== INPUT MATERIAL ==
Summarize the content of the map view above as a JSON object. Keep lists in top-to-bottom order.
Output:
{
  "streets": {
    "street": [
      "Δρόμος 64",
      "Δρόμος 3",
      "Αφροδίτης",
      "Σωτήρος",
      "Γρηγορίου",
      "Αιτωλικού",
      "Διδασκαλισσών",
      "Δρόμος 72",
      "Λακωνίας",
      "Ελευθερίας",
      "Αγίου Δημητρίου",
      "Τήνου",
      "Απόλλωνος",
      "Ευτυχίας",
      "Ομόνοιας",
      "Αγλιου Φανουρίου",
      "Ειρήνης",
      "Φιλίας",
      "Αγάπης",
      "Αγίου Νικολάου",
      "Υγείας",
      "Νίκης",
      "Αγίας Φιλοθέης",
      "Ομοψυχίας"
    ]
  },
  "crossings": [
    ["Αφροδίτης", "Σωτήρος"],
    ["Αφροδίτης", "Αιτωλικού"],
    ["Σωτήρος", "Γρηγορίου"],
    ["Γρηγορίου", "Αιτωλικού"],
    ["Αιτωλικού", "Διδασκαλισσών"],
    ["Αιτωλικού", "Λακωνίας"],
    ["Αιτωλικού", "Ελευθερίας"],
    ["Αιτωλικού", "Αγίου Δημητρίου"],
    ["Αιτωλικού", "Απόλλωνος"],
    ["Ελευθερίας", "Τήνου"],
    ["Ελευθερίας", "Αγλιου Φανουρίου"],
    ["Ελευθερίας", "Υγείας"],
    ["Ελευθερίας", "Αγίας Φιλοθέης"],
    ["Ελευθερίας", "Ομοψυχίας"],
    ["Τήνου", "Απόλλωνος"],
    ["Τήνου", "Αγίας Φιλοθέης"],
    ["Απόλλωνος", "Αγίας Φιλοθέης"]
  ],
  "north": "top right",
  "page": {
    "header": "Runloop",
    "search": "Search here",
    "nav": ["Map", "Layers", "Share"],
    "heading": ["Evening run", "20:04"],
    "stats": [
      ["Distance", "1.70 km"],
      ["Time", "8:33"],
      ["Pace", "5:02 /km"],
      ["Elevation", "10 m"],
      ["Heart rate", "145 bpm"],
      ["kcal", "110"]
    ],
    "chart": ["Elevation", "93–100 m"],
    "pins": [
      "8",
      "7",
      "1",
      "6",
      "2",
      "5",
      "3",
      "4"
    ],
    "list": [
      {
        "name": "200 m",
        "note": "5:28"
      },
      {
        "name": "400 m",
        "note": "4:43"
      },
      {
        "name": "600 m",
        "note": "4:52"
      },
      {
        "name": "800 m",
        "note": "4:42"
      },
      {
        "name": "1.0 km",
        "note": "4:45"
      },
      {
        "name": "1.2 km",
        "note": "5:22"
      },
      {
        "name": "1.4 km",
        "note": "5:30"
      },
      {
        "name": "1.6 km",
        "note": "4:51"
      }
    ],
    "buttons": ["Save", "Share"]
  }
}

== TASK DETAILS ==
Count the lines of the material above that contain "Ελευθερίας"; your reply is that number and no more.

== EXPECTED ANSWER ==
7